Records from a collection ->
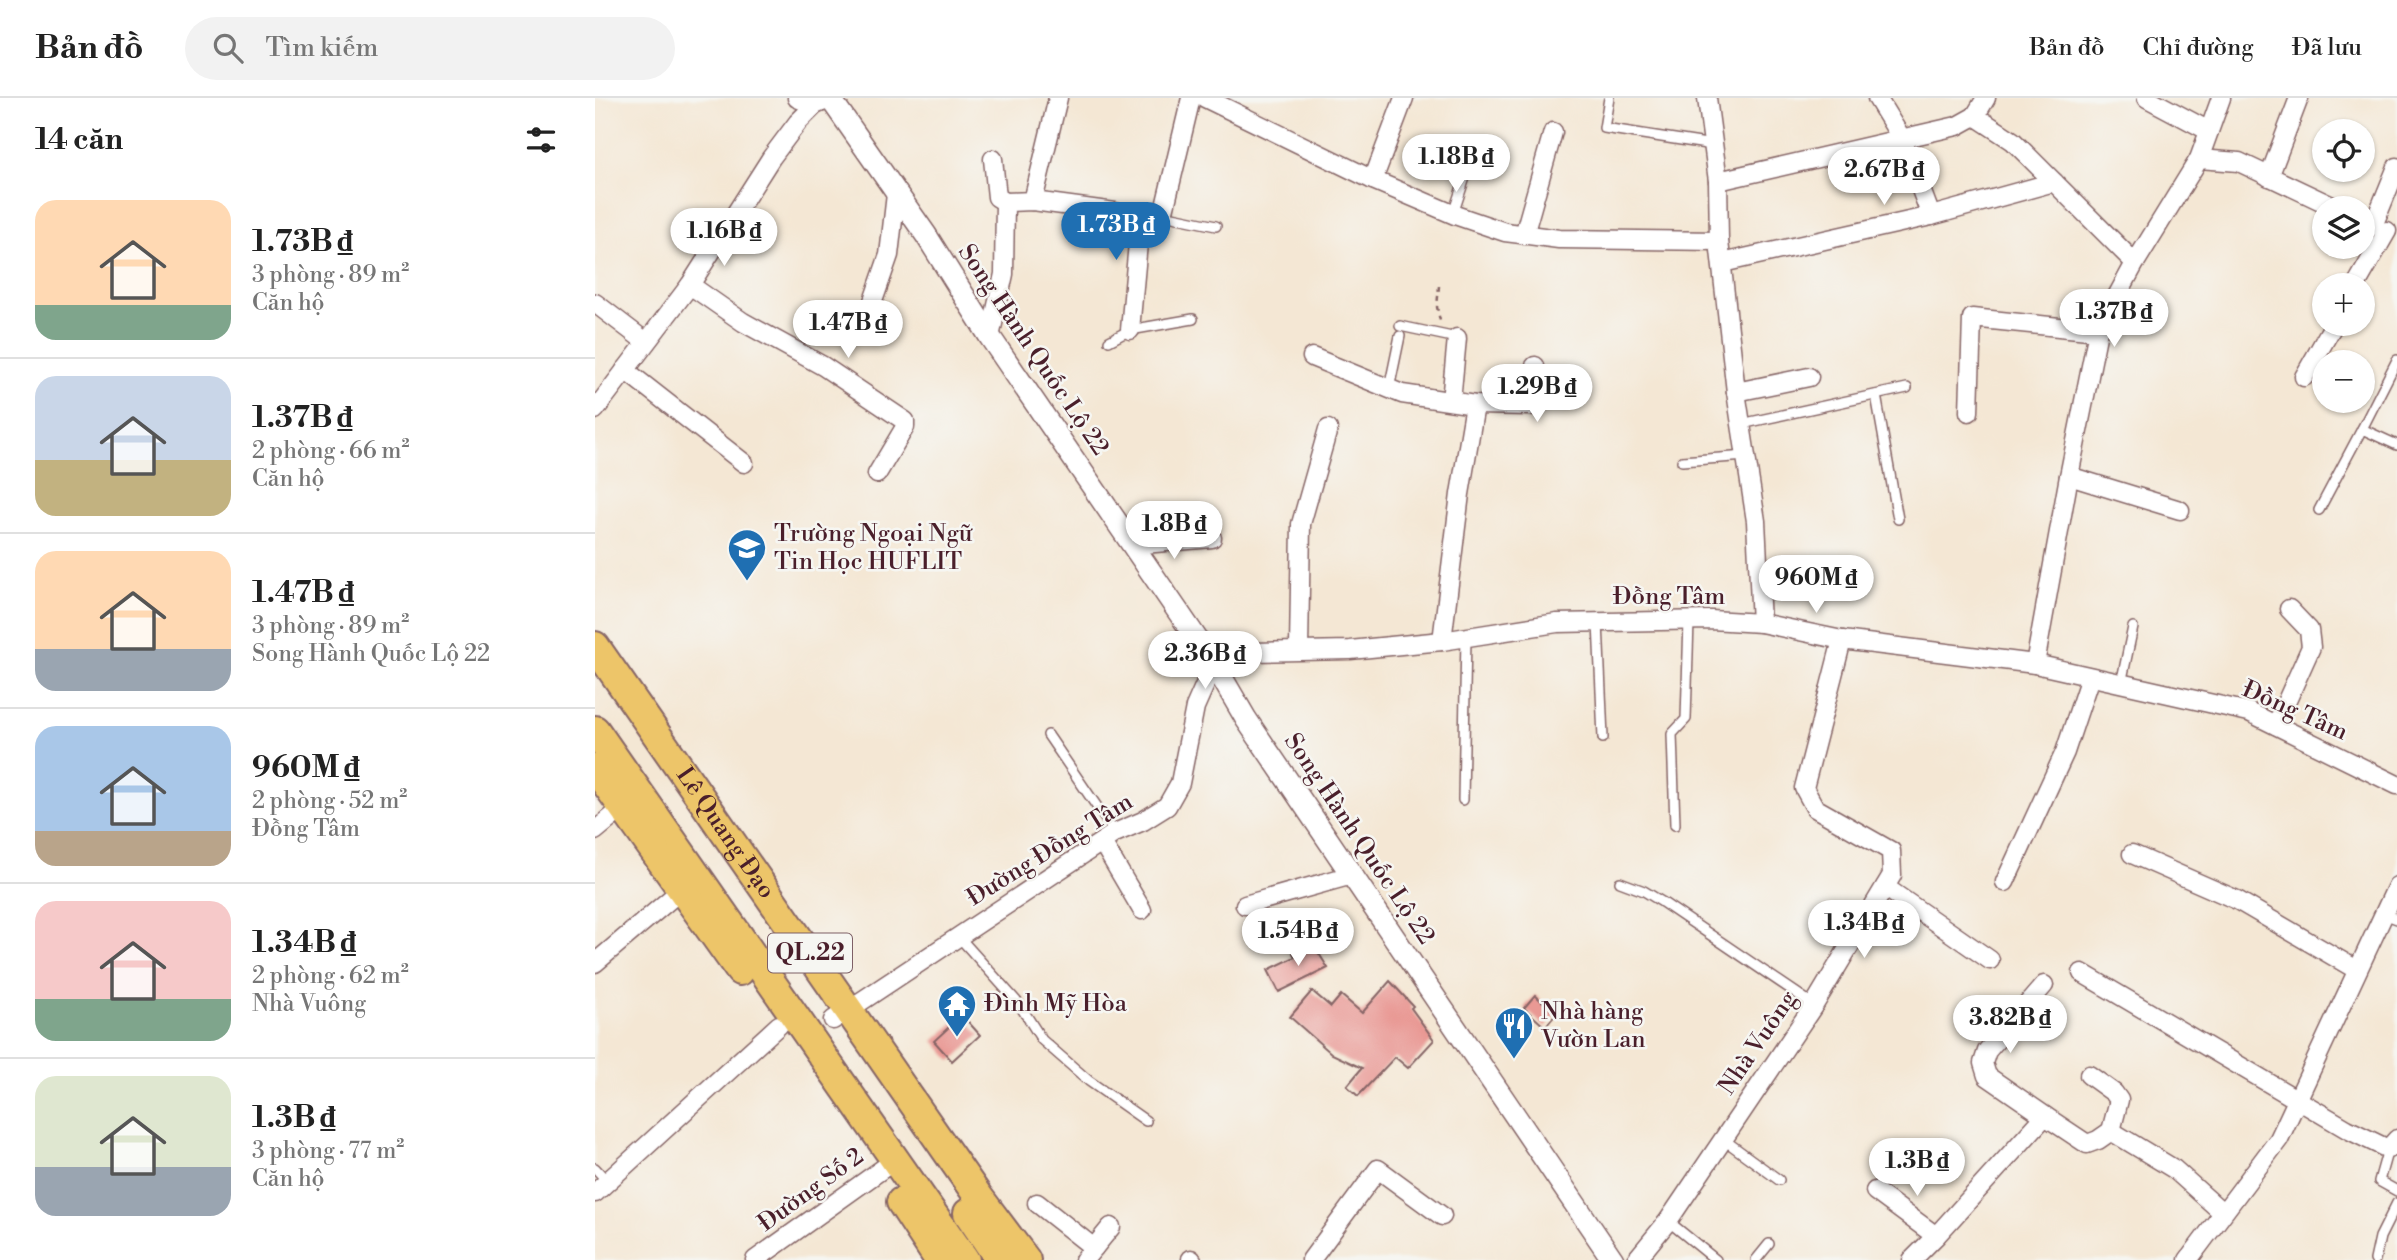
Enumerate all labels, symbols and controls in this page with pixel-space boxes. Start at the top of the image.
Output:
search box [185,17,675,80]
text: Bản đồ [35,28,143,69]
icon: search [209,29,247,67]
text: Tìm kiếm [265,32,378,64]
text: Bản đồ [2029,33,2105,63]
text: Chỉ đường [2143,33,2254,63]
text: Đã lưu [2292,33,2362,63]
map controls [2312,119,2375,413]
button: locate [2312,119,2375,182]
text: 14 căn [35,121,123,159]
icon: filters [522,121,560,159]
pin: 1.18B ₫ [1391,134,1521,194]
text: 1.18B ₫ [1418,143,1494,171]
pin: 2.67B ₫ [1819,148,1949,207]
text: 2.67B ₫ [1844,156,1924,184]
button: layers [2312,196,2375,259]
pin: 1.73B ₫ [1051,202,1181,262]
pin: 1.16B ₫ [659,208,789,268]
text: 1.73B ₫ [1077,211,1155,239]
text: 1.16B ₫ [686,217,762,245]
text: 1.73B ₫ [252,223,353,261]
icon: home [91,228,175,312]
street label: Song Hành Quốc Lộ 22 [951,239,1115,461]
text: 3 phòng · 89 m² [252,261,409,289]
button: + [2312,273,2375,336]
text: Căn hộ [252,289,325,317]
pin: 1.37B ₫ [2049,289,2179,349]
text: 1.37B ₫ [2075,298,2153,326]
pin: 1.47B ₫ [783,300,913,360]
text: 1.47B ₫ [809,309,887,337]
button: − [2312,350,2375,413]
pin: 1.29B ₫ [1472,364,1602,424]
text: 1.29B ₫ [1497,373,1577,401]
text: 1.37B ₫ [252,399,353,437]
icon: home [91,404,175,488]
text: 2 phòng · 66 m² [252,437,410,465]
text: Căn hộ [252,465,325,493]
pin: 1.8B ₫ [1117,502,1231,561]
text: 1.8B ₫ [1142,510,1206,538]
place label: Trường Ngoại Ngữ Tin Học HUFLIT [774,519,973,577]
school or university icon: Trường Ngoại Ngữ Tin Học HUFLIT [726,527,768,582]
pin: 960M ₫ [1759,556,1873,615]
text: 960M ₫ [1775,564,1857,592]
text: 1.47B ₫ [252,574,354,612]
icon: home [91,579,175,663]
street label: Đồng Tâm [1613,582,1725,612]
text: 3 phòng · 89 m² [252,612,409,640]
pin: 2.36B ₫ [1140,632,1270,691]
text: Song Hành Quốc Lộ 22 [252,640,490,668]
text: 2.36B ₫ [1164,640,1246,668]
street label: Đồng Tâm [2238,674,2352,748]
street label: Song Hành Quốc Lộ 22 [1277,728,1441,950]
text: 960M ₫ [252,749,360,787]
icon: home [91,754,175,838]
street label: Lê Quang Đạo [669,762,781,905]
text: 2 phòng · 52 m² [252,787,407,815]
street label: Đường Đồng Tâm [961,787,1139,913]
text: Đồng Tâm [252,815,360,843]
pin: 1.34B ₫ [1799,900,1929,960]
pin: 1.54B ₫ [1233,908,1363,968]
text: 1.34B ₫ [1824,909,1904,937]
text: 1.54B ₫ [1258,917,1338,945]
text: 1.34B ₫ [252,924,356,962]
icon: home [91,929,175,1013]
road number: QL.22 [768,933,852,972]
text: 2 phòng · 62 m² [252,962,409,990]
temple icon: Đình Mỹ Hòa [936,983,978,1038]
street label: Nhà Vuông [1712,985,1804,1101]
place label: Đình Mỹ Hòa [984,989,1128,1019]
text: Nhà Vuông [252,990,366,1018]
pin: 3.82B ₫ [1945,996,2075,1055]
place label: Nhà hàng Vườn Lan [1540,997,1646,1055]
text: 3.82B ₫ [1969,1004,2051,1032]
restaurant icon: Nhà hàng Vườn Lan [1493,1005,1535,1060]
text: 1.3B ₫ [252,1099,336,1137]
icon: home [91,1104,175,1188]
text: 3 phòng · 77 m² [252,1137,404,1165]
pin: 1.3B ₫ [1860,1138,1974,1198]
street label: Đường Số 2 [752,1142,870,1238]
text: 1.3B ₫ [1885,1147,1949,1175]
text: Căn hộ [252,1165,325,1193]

WHAT THE TASK ASKS ->
Copy out the data verbatim, with no pictures.

ANSWER SPACE ->
Enumerate all labels, symbols and controls in this page with pixel-space boxes. Start at the top of the image.
Output:
search box [185,17,675,80]
text: Bản đồ [35,28,143,69]
icon: search [209,29,247,67]
text: Tìm kiếm [265,32,378,64]
text: Bản đồ [2029,33,2105,63]
text: Chỉ đường [2143,33,2254,63]
text: Đã lưu [2292,33,2362,63]
map controls [2312,119,2375,413]
button: locate [2312,119,2375,182]
text: 14 căn [35,121,123,159]
icon: filters [522,121,560,159]
pin: 1.18B ₫ [1391,134,1521,194]
text: 1.18B ₫ [1418,143,1494,171]
pin: 2.67B ₫ [1819,148,1949,207]
text: 2.67B ₫ [1844,156,1924,184]
button: layers [2312,196,2375,259]
pin: 1.73B ₫ [1051,202,1181,262]
pin: 1.16B ₫ [659,208,789,268]
text: 1.73B ₫ [1077,211,1155,239]
text: 1.16B ₫ [686,217,762,245]
text: 1.73B ₫ [252,223,353,261]
icon: home [91,228,175,312]
street label: Song Hành Quốc Lộ 22 [951,239,1115,461]
text: 3 phòng · 89 m² [252,261,409,289]
button: + [2312,273,2375,336]
text: Căn hộ [252,289,325,317]
pin: 1.37B ₫ [2049,289,2179,349]
text: 1.37B ₫ [2075,298,2153,326]
pin: 1.47B ₫ [783,300,913,360]
text: 1.47B ₫ [809,309,887,337]
button: − [2312,350,2375,413]
pin: 1.29B ₫ [1472,364,1602,424]
text: 1.29B ₫ [1497,373,1577,401]
text: 1.37B ₫ [252,399,353,437]
icon: home [91,404,175,488]
text: 2 phòng · 66 m² [252,437,410,465]
text: Căn hộ [252,465,325,493]
pin: 1.8B ₫ [1117,502,1231,561]
text: 1.8B ₫ [1142,510,1206,538]
place label: Trường Ngoại Ngữ Tin Học HUFLIT [774,519,973,577]
school or university icon: Trường Ngoại Ngữ Tin Học HUFLIT [726,527,768,582]
pin: 960M ₫ [1759,556,1873,615]
text: 960M ₫ [1775,564,1857,592]
text: 1.47B ₫ [252,574,354,612]
icon: home [91,579,175,663]
street label: Đồng Tâm [1613,582,1725,612]
text: 3 phòng · 89 m² [252,612,409,640]
pin: 2.36B ₫ [1140,632,1270,691]
text: Song Hành Quốc Lộ 22 [252,640,490,668]
text: 2.36B ₫ [1164,640,1246,668]
street label: Đồng Tâm [2238,674,2352,748]
street label: Song Hành Quốc Lộ 22 [1277,728,1441,950]
text: 960M ₫ [252,749,360,787]
icon: home [91,754,175,838]
street label: Lê Quang Đạo [669,762,781,905]
text: 2 phòng · 52 m² [252,787,407,815]
street label: Đường Đồng Tâm [961,787,1139,913]
text: Đồng Tâm [252,815,360,843]
pin: 1.34B ₫ [1799,900,1929,960]
pin: 1.54B ₫ [1233,908,1363,968]
text: 1.34B ₫ [1824,909,1904,937]
text: 1.54B ₫ [1258,917,1338,945]
text: 1.34B ₫ [252,924,356,962]
icon: home [91,929,175,1013]
road number: QL.22 [768,933,852,972]
text: 2 phòng · 62 m² [252,962,409,990]
temple icon: Đình Mỹ Hòa [936,983,978,1038]
street label: Nhà Vuông [1712,985,1804,1101]
place label: Đình Mỹ Hòa [984,989,1128,1019]
text: Nhà Vuông [252,990,366,1018]
pin: 3.82B ₫ [1945,996,2075,1055]
place label: Nhà hàng Vườn Lan [1540,997,1646,1055]
text: 3.82B ₫ [1969,1004,2051,1032]
restaurant icon: Nhà hàng Vườn Lan [1493,1005,1535,1060]
text: 1.3B ₫ [252,1099,336,1137]
icon: home [91,1104,175,1188]
text: 3 phòng · 77 m² [252,1137,404,1165]
pin: 1.3B ₫ [1860,1138,1974,1198]
street label: Đường Số 2 [752,1142,870,1238]
text: 1.3B ₫ [1885,1147,1949,1175]
text: Căn hộ [252,1165,325,1193]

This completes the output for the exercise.